Celebration of pluralism in India
In a world where, the onus is always on the minorities to assimilate and unite with the majoritarian forces India celebrates December 18th as the National Minorities Rights day every year. It is seen as a ‘cultural celebration’ to foster respect, open-mindedness towards minority communities. To name them, as per the Ministry of Minority Affairs, religious communities in India include Muslims, Sikhs, Christians, Buddhists, Parsis and Jains.
On the contrary, a more detailed and living explanation for minority communities, according to Louis Wirth, a renowned Sociologist minority group is: “A group of people who, because of their physical or cultural characteristics, are singled out from the others in the society in which they live for differential and unequal treatment, and who therefore regard themselves as objects of collective discrimination.”
We are taught to celebrate our differences - these include common interests, cultures, outlooks, race, ethnic, caste, language, food habits, costumes, way of living, standard of living, political ideologies, and so on - while guaranteeing the rights and freedom by the Constitution.
The question is did we actually learn what we were supposed to learn or were we taught these bookish facts in our academics? Both the answers are no and this ‘no’ comes from a point of view of India - while she celebrates her 75th Independence Day in 2021. Even though we are free from centuries-old colonial rule by the East India Company and the British, are we really free? Minorities are not limited to ‘religion’ and India represents proof of this fact by distinguishing states from each other (by whatever means) and establishing ‘minority states’. Classic examples are the entire section of India’s North Eastern states.
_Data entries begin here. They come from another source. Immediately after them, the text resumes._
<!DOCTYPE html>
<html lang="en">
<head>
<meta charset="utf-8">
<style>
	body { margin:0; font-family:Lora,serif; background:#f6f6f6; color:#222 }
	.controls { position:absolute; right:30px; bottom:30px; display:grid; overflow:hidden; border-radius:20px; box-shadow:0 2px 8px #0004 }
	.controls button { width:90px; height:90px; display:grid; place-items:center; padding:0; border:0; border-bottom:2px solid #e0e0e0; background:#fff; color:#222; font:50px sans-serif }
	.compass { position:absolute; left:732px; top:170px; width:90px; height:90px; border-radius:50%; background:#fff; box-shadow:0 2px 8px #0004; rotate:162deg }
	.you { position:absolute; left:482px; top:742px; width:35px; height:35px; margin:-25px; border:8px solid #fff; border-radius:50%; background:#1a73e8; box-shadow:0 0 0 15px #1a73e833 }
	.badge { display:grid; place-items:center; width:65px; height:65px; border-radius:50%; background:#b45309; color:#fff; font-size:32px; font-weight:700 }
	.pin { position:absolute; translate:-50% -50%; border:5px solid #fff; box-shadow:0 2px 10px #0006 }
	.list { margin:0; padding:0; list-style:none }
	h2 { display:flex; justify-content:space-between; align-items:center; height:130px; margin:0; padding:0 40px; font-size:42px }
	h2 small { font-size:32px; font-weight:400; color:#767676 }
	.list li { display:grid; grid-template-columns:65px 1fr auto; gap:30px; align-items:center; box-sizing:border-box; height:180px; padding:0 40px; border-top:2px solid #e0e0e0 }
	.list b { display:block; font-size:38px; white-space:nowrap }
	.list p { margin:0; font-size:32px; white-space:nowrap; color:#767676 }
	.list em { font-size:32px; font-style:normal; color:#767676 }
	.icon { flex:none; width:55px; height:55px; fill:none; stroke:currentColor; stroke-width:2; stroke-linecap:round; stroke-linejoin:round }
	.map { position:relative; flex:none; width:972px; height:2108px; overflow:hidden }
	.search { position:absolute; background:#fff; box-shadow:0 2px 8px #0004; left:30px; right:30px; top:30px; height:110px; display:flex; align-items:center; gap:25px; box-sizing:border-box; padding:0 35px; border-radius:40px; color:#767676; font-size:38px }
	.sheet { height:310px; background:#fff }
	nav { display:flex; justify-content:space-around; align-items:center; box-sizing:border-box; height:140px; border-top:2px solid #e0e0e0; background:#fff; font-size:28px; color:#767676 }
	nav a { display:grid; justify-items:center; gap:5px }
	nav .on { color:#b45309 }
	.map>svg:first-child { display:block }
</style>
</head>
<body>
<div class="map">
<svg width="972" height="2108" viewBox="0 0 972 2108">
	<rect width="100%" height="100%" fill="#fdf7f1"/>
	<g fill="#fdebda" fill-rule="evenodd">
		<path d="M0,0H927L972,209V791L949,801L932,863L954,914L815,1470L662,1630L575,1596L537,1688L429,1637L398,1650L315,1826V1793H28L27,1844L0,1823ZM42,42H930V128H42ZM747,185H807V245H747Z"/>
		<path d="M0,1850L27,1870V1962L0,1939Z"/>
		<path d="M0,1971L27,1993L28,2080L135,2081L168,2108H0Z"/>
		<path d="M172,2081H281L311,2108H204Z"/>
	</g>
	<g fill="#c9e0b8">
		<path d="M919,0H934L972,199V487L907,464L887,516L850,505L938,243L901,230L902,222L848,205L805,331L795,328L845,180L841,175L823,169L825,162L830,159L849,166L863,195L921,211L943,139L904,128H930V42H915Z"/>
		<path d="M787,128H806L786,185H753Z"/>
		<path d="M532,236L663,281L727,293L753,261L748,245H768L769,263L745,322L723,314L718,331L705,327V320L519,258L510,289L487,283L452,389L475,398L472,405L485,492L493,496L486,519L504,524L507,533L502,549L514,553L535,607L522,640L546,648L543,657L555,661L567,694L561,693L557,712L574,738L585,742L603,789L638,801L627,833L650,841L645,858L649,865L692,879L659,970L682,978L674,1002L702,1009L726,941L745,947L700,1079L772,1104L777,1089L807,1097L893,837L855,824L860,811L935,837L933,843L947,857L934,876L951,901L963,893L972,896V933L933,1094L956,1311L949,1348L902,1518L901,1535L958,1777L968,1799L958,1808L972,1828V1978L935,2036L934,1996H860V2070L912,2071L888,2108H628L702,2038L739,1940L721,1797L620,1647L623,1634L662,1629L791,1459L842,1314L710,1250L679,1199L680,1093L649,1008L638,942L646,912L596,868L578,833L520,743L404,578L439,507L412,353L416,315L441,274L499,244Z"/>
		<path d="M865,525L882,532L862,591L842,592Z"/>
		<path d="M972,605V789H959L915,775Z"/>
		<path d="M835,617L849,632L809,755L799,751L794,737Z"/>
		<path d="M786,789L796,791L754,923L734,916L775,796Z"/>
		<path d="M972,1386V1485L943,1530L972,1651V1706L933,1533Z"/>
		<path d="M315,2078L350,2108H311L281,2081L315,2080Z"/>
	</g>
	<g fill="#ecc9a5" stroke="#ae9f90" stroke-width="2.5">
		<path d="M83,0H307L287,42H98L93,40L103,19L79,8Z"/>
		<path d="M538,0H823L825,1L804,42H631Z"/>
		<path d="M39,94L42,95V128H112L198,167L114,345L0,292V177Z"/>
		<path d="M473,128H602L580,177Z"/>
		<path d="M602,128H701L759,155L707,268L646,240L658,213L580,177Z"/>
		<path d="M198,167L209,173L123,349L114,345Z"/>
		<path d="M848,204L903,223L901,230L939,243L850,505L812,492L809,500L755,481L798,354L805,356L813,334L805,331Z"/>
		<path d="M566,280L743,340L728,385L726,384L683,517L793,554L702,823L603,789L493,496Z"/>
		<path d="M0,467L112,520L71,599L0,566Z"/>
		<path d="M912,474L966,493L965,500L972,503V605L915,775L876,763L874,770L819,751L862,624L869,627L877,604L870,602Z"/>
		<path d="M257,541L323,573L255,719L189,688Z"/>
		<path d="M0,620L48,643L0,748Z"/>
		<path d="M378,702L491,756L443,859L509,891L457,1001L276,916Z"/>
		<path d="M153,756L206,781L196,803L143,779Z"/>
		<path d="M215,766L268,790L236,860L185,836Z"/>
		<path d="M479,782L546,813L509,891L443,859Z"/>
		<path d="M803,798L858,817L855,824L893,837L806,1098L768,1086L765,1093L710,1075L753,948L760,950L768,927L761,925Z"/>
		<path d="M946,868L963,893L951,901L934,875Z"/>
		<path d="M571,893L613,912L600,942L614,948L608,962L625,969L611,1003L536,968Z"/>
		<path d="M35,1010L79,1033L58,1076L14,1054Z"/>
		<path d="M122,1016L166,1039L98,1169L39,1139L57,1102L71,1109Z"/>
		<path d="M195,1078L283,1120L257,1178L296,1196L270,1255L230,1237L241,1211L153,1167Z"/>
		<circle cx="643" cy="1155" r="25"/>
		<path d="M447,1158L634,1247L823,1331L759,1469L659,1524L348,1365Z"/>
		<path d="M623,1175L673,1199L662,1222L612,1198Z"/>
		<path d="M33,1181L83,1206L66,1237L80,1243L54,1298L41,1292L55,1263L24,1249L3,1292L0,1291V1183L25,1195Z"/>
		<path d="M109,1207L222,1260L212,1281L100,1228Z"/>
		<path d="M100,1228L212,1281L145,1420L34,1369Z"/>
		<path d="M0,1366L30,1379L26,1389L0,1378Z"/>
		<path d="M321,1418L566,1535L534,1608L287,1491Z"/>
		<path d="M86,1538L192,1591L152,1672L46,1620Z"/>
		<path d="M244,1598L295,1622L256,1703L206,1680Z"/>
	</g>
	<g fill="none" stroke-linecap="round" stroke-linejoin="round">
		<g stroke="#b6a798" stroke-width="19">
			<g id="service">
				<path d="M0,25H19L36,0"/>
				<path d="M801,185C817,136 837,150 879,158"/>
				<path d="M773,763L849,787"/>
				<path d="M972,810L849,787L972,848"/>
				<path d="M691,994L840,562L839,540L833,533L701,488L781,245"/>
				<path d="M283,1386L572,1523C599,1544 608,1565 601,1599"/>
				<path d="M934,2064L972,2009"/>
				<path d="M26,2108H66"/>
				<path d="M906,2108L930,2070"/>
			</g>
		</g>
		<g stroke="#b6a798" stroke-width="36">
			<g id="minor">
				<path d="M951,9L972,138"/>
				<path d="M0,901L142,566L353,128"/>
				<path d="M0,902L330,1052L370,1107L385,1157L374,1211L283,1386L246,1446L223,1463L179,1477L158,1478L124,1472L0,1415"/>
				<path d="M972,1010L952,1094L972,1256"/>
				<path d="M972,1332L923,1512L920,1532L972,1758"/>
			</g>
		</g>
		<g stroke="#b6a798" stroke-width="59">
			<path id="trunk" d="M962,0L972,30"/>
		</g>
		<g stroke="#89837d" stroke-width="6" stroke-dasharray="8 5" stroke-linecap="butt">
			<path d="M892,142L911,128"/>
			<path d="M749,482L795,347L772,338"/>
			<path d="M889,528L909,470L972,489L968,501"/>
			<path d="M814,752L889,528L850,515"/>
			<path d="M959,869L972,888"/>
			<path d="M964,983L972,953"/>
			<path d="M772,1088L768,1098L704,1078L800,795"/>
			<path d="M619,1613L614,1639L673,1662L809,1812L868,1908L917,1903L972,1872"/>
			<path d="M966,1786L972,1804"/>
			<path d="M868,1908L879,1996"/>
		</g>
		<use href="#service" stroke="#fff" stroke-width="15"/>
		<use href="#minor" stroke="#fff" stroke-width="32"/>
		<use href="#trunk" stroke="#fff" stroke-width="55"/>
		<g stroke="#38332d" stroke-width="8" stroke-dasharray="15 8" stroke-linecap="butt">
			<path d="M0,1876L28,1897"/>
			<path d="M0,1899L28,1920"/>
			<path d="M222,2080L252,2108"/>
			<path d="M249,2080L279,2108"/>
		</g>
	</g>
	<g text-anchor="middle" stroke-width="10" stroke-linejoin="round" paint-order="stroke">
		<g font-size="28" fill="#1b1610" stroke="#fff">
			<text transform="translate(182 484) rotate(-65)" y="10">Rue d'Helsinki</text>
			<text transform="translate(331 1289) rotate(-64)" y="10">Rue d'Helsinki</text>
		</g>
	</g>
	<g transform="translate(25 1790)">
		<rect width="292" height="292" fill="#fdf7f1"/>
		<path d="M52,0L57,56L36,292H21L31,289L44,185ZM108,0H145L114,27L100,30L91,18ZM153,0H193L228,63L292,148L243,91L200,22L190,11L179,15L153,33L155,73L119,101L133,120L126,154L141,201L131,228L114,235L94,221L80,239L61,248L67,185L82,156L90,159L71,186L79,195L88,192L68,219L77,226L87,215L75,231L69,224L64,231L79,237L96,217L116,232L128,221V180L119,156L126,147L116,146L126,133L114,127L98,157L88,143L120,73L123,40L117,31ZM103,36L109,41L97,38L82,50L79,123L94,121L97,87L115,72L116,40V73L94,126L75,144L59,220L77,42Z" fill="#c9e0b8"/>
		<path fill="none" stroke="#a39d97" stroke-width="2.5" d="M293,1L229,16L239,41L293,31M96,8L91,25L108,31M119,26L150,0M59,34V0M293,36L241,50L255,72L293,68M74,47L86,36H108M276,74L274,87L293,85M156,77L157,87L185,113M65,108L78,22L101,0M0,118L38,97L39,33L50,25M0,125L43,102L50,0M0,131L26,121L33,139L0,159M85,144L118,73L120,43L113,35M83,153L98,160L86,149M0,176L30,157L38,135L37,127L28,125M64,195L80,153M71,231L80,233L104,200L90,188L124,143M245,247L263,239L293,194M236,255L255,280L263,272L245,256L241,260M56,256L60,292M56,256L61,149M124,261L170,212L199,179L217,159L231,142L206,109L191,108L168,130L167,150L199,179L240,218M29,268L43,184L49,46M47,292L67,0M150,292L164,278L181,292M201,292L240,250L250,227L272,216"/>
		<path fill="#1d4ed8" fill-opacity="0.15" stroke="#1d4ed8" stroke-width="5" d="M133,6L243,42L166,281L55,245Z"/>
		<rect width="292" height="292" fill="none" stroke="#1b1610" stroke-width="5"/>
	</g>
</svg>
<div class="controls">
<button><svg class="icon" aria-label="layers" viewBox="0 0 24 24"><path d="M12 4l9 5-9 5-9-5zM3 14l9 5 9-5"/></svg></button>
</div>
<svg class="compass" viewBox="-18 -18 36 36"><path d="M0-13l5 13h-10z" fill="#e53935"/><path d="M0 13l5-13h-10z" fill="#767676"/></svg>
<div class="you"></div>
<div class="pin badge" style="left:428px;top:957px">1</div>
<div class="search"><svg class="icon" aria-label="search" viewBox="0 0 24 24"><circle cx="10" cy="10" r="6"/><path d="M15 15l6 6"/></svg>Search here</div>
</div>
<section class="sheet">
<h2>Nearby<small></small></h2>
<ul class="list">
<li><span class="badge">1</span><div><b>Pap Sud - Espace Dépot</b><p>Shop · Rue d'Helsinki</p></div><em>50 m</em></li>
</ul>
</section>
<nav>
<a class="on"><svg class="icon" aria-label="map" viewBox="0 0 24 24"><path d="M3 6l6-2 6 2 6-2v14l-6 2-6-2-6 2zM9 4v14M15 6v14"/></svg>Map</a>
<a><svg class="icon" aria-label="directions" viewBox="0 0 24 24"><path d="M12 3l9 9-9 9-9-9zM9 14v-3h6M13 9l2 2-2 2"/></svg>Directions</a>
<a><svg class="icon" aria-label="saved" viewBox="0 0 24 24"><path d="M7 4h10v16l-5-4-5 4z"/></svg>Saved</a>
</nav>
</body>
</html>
Just when we are celebrating National Minorities Day, the North East Students’ Organisation (NESO), which comprises eight students’ bodies in seven North-Eastern states, are observing ‘black day’ in protest against the infamous Citizenship Amendment Act (CAA), 2019. They termed this new citizenship law as draconian, unconstitutional and against indigenous people of North East and want to repeal CAA. But is anyone listening to them while we show off our ‘democracy’ sign high up in the air? Maybe not.
India and it’s self-acclaimed ‘democracy’ has always been a majoritarian. Anything that is smaller than the majority automatically becomes a minority and so do it’s adverse effects! Does this have anything to do with power? Surely, because this difference in strength and thereby power conceive fertile ground for communal violence and riots which makes the minorities vulnerable in all aspects.
For more than two months now, Muslims in Gurugram - a city near India’s national capital - New Delhi - have been ‘banned’ from offering namaz (Islamic prayer) in public spaces. The Gurugram police, who are handling the matter, announces saying, “Permission to offer prayers at eight previously-identified sites has been cancelled. If objections were raised by the residents at other places, permission to offer prayers will be cancelled there as well.” This was after threats from rightwing Hindu (Majority) groups who publiced claimed their intension to ‘disrupt namaz’ and ‘adopt any means, including violence if neessary, to stop Muslims from offering prayers in public places’.
In other words, it seems like both the majority and the minority communities are currently in a battle, only the majority has the support of the nation's ruling government and the power bearers.
Can we, as a citizen of this country, change the narrative and improve the predicament of the minorities? The answer depends on our future course of actions so till then, we educate and learn.